The sole answer should be the number of lines in the material below that hold "button".

•••••

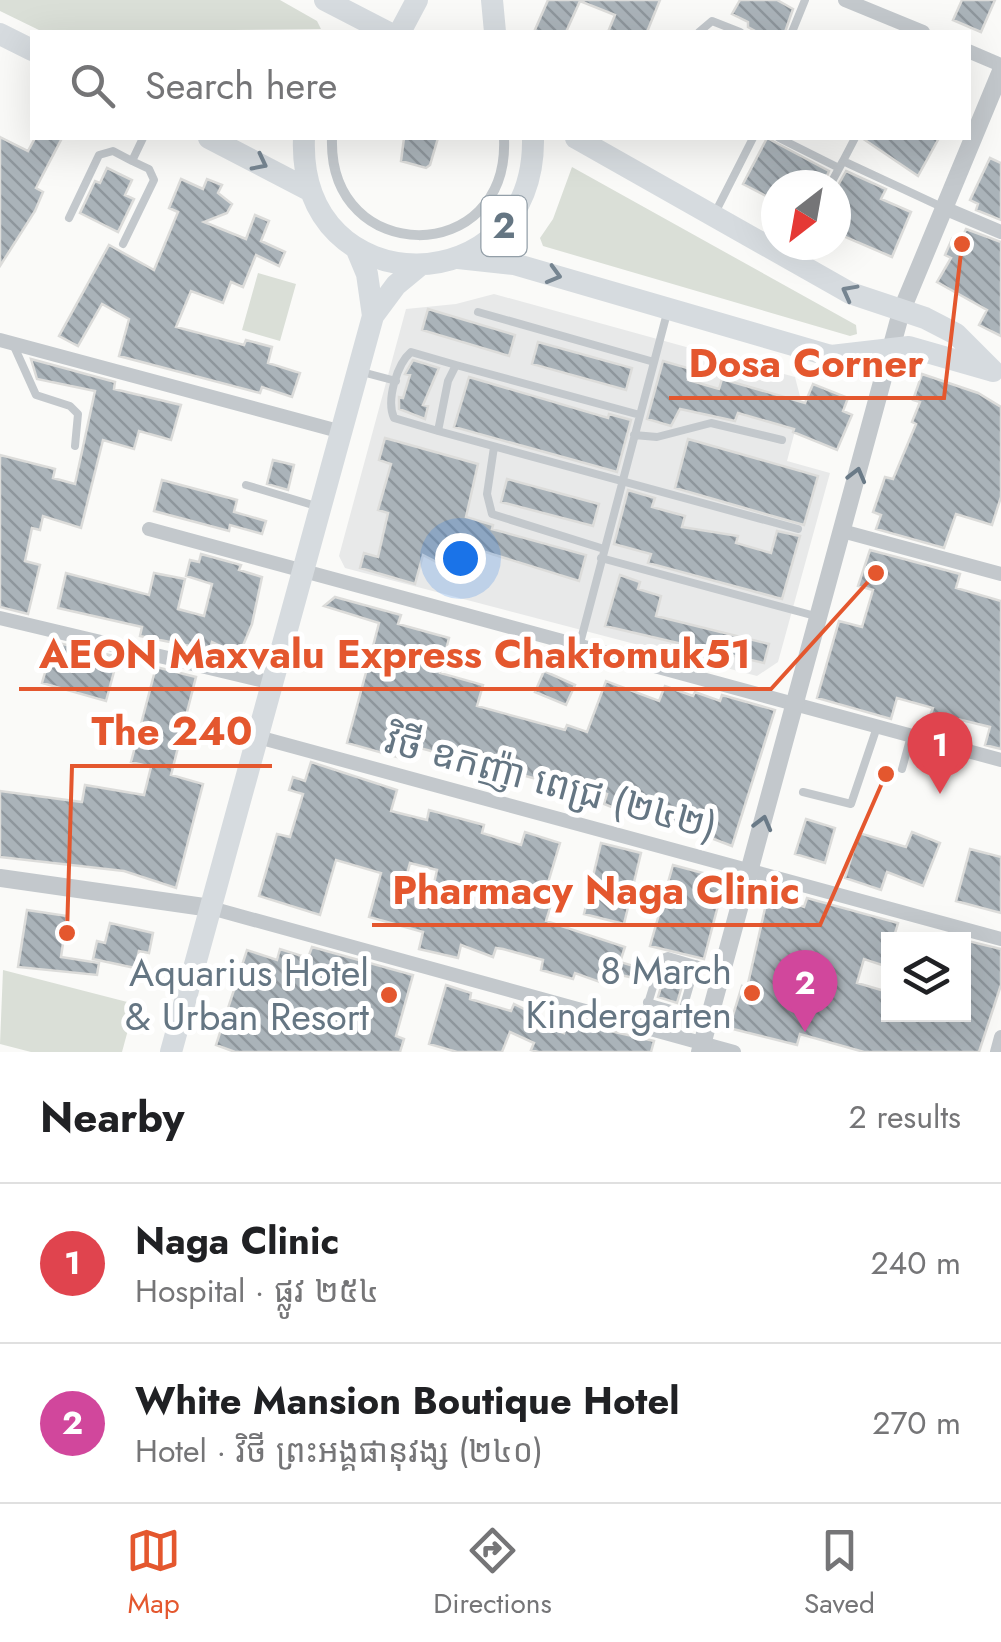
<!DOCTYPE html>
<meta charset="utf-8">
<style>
body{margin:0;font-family:Jost,"Noto Sans Khmer",sans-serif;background:#f2f2f2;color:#202124}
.controls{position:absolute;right:30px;bottom:30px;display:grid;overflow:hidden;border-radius:0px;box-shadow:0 10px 40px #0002}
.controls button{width:90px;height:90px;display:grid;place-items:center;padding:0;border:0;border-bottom:2px solid #e0e0e0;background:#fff;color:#202124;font:50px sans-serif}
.compass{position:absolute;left:761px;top:170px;width:90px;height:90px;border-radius:50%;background:#fff;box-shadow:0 10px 40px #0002;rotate:211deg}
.you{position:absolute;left:460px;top:558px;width:35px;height:35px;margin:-25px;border:8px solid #fff;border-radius:50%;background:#1a73e8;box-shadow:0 0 0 15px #1a73e833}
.badge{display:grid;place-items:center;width:65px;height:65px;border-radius:50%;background:#e4572e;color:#fff;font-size:32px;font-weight:700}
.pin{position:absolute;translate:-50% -82px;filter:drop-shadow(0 2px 5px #0008)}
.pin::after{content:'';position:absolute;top:52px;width:35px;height:30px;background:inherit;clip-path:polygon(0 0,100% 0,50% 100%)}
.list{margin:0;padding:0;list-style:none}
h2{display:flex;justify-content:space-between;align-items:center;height:130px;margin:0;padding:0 40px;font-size:42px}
h2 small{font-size:32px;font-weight:400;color:#757577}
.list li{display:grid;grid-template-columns:65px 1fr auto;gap:30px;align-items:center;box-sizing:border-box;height:160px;padding:0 40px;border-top:2px solid #e0e0e0}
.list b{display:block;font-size:38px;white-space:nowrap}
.list p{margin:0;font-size:32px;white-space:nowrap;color:#757577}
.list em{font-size:32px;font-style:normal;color:#757577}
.icon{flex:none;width:55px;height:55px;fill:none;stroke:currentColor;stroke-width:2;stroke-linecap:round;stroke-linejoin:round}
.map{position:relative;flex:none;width:1001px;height:1052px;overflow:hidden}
.search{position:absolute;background:#fff;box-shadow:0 10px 40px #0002;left:30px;right:30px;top:30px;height:110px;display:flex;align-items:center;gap:25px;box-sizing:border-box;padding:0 35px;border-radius:0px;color:#757577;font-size:38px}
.sheet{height:450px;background:#fff}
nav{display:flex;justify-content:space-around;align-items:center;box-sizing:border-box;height:140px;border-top:2px solid #e0e0e0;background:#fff;font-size:28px;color:#757577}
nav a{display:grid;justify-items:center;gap:5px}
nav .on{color:#e4572e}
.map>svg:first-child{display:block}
.built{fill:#e8e9e9}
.green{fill:#dadfd7}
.building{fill:url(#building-back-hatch);stroke:#dcdcda;stroke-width:2.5;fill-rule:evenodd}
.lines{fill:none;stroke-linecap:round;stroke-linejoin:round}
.service{stroke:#c3c8cc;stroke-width:8}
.pedestrian{stroke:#c3c8cc;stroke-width:10}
.minor{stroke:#c3c8cc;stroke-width:14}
.tertiary{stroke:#c3c8cc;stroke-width:18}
.primary{stroke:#d6dbdf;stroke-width:22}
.oneway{stroke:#768591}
.oneway2{stroke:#6a7a87}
.poi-dot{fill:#e4572e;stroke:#fff;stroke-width:4}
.labels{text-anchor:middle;stroke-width:10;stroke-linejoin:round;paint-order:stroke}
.shield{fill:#fff;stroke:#939fa8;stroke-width:2.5}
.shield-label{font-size:35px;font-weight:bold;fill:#657683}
.street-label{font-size:38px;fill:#657683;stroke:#fff}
.poi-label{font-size:38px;fill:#657683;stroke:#fff;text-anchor:end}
.leader{fill:none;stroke:#e4572e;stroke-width:4}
.callout-dot{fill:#e4572e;stroke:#fff;stroke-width:4}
.callout-label{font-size:40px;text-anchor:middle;font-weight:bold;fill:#e4572e;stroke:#fff;stroke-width:10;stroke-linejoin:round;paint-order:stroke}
</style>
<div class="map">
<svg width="1001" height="1052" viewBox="0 0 1001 1052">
<defs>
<pattern id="building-back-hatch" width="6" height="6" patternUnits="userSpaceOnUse" patternTransform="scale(2.5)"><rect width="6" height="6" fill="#aab3b9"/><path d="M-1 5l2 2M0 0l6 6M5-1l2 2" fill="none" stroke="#8e969c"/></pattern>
</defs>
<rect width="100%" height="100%" fill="#fafaf8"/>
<path class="built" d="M494,294l301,83 7,27 -15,57 43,12 -52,189 -21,14 -412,-108 -6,-12 67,-247 50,-5z"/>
<path class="green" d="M0,0h280l37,21 4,8 -278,3 -43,-21z
M572,167l284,158 1,9 -7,2 -307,-90 -3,-8 13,-19z
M258,273l38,11 -16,57 -38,-11z
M3,970l132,34 -13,48h-91l-31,-8z"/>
<path class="building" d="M548,0h112l-13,32h-39l7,-17 -35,-14 -14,31h-32z
M740,0h37l16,9 -8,23h-28l-9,-5v-5l-16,-8z
M962,0h33l-14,32 -28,-12z
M0,137l28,14 7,-13h27l-26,50 7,4 -8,19 -35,55z
M404,138h34l-8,27 -4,3 -25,-7z
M767,138l62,33 -6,14h-47v16l-33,-17z
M862,138h77l-21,38z
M990,158l11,5v57l-25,-10 2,-6 -8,-4z
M107,168l25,12 -7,15 9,4 -16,33 -38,-19 15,-32 5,2z
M846,171l40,18 -5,10 30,13 -19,45 -56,-24v-44z
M181,179l22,10 4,-10 15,6 -4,8 14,11 -5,9 -23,9 42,17 9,-24 14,6 -8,20 24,11 -6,14 -23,-11 -13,32 -12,-5 -8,21 -32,-12 -15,36 68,18 2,-5 26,7 -4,16 32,10 -8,24 -30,-10 -2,6 -141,-37 10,-37 -27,-15 -24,42 -19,-10 50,-91 45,25 24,-58 -9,-4z
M966,229l35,13v94l-22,-11 8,-15 -50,-28 14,-24 -6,-3 7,-16 8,4z
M428,309l87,26 -6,21 -87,-26z
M538,342l94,26 -6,22 -94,-26z
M31,359l84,23 -1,7 67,16 -10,35 -32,-9 -5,18 -31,-9 -22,88 -38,-12 -3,14 -8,-2 -7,33 15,4 -12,49 -28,-7v-152l55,14 -2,9 22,6 20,-93 -58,-12z
M413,360l26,8 -16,37 5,1 -3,13 -26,-10v-12l4,1 7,-23 -5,-1z
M663,361l28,8 -3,11 31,9 3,-10 83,24 8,-19 35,14 -5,13 9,4 -15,35 -44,-18 1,-3 -56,-16 -3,8 -55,-12 -9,17 -24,-7z
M922,374l56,19 23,14v90l-9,28 -36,-11 -12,34 -68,-19 5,-14 -8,-3 12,-35 8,2 23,-55 -4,-2 8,-20 -7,-2z
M469,377l139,41 1,-4 22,6 -14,52 -163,-45z
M385,438l93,26 -12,53 27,8 -1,4 94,26 -7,26 -116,-36 -13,24 -27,-14 -8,29 -55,-16 4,-15 14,4 10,-44 -10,-3 13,-46 -12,-4z
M688,439l130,37 -14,49 -129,-37z
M273,460l21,5 -6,25 -21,-6z
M507,479l92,25 -6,22 -92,-24z
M162,480l75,20 -3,12 32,9 -4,13 -32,-9 -1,6 -75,-20z
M628,490l27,8 -3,9 33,9 -3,11 56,9 -2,7 35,10 6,-22 23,5 -18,63 -134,-36 3,-9 -37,-10z
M870,550l90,24 -4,14 45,13v148l-16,-4 5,-18 -45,-11 -6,14 -13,-5 7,-17 -36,-10 -6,21 -74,-21 22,-77 23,6 11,-37 -15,-4z
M201,554l40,11 -2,5 23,7 -10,47 -13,31 -27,-13 -2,8 -70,-14 2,-9 -84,-19 8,-35 83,22 5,-22 31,6 -7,30 26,7 8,-32 -26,-8 4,-16 9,2z
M620,575l20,7 -2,7 23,7 -5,20 113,28 -5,19 -159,-37z
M335,597l66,18 -3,9 51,14 -9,35 43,12 -6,21 88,24 2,-5 20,7 19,-51 53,20 6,-15 28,10 2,-4 25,9 2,-6 53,15 -43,136 -113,-43 -2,6 -13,-5 3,-10 -38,-15 -2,8 -166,-44 -4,14 -50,-14 21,-78 -12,-4 5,-15 11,4 7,-27 -55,-17z
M54,642l64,15 -12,44 -64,-18z
M156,667l40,10 -25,98 32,9 -27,104 -52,-17 -124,-14v-66l82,11 3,-17 59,10 7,-28 -20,-5z
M544,671l31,14 -9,20 -31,-13z
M311,762l86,28 -6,21 36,9 2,-10 55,15 -2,8 39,12 4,-13 35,11 -19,63 9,2 -4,13 79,26 -5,15 17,5 -3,11 -18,-4 -5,12 -36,-13 -2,6 -32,-9 2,-10 -40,-11 -7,-1 -3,9 -32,-12 -3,13 -39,-9 4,-17 -54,-15 12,-44 -45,-13 -16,55 -61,-19 18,-62 13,3 13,-43 -14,-4 4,-13 12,4zM410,863l27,7 -6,27 -28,-8z
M806,819l29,9 -10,35 -30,-9z
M912,832l28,11 -17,43 -36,-14 -6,18 -36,-12 14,-45 47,14z
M601,843l40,10 -17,71 -40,-10z
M970,849l31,8v56l-45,-12z
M673,865l52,14 -21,80 -54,-13z
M768,895l36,12 3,-9 91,25 -5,17h-5v27l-24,-8 -7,24 31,9v22h76v-74l37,9v36l-22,67h-115l-64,-18 -3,11 -68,-17 13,-42 5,2z
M27,910l40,6 -6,41 38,6 -2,12 -79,-8z
M110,923l43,10 -4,20 -10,-2 -4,17 -42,-9 4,-18 8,2z
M312,947l101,28 -17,61 8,3 -4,13h-165l-19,-7 31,-95 30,10 3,-11 28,9z
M668,964l19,5 -10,34 -19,-6z
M446,985l25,8 -1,6 41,12 3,-7 26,13 -3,6 27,10 3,-12 87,20 -3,11h-113l-7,-2 3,-7 -24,-11 -8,20h-45l-28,-8z"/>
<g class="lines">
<path class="service" d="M699,32l13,-11 28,11
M792,32l13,-32
M779,138l60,30
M843,161l12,-23
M830,185l13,-24 101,47
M716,211l37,-73
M69,218l30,-63 14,-4 19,10
M123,244l31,-64 -5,-11 -17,-8 11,-23
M478,312l176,50
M13,344l23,51 34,11 8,8 -3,32
M362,372l34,9
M640,415l-184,-50 -8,16 -10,50 360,98
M438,431l-44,-13c-8,-18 3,-54 17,-66l45,13
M634,435l23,2 54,-14 71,17
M494,447l-7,47 5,20 112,35
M246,485l70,21
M601,558l218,59
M579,647l88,-334
M902,769l9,-33
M803,792l48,12 26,-77
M647,1002l35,10
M641,1026l21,-68 6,-2 54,16
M675,1036l21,-72"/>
<path class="pedestrian" d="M332,138c-4,129 178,130 172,0"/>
<path class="minor" d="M845,0l78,32
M968,51l33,14
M944,208l57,24
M0,340l342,92
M149,529l852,231
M842,531l159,43
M0,618l273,65
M258,737l743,202
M211,908l523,144
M997,1052l4,-15"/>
<path class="tertiary" d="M0,878l211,30
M700,1052l201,-740 100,-241"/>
<path class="primary" d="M325,0l62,32
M492,0l3,32
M400,32l17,-32
M0,34l32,16
M209,138l100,52
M304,138c-7,170 232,167 229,0
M576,138l274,155 75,25 31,16 37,37
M357,250l10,24 6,42
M458,258l56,6 317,92 78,-9 84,24
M171,1052l202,-736 23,-31 23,-19"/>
</g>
<defs><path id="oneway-chevron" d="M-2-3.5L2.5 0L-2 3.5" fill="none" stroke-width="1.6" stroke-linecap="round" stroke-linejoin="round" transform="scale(2.5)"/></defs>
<g class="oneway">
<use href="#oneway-chevron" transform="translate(260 163) rotate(27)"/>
<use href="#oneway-chevron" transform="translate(554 275) rotate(16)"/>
<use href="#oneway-chevron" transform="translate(849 292) rotate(-152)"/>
</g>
<g class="oneway2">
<use href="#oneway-chevron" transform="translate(857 475) rotate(-75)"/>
<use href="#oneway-chevron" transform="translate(763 823) rotate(-75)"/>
</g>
<g class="poi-dot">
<circle cx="752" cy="993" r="10"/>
<circle cx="389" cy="995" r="10"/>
</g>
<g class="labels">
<rect class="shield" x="481.5" y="196" width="45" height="60" rx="8"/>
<g class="shield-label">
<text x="504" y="238">2</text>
</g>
<g class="street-label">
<text transform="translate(551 783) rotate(15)" y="13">វិថី ឧកញ៉ា ពេជ្រ (២៤២)</text>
</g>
<g class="poi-label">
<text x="732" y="984">8 March<tspan x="732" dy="44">Kindergarten</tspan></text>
<text x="369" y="986">Aquarius Hotel<tspan x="369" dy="44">&amp; Urban Resort</tspan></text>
</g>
</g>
<path class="leader" d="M962 244L944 398H669M876 573L771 689H19M67 933L72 766H272M886 774L820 925H372"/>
<g class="callout-dot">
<circle cx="962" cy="244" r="10"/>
<circle cx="876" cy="573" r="10"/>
<circle cx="67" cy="933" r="10"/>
<circle cx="886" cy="774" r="10"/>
</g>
<g class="callout-label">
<text x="806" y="377">Dosa Corner</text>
<text x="395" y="668">AEON Maxvalu Express Chaktomuk51</text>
<text x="172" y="745">The 240</text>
<text x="596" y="904">Pharmacy Naga Clinic</text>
</g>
</svg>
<div class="controls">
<button><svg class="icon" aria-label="layers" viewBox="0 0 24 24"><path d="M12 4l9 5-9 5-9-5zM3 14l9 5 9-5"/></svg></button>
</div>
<svg class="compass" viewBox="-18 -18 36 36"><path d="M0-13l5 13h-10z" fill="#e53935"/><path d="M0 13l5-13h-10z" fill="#757577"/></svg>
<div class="you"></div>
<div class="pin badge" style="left:940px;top:794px;background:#e0444e">1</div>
<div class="pin badge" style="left:805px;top:1032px;background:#d1479c">2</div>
<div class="search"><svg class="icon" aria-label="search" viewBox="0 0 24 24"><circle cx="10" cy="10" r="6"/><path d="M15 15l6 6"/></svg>Search here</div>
</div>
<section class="sheet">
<h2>Nearby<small>2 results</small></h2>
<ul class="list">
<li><span class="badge" style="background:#e0444e">1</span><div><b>Naga Clinic</b><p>Hospital · ផ្លូវ ២៥៤</p></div><em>240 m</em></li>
<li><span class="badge" style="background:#d1479c">2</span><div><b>White Mansion Boutique Hotel</b><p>Hotel · វិថី ព្រះអង្គផានុវង្ស (២៤០)</p></div><em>270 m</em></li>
</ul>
</section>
<nav>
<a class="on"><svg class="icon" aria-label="map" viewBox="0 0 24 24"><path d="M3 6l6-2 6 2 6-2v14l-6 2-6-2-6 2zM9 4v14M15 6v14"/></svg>Map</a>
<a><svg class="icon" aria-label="directions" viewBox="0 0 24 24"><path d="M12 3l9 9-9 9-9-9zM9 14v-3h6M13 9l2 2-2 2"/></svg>Directions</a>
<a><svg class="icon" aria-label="saved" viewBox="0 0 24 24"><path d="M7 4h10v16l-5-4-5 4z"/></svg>Saved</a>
</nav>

•••••

◆ **SOLUTION TO THIS EXERCISE**
2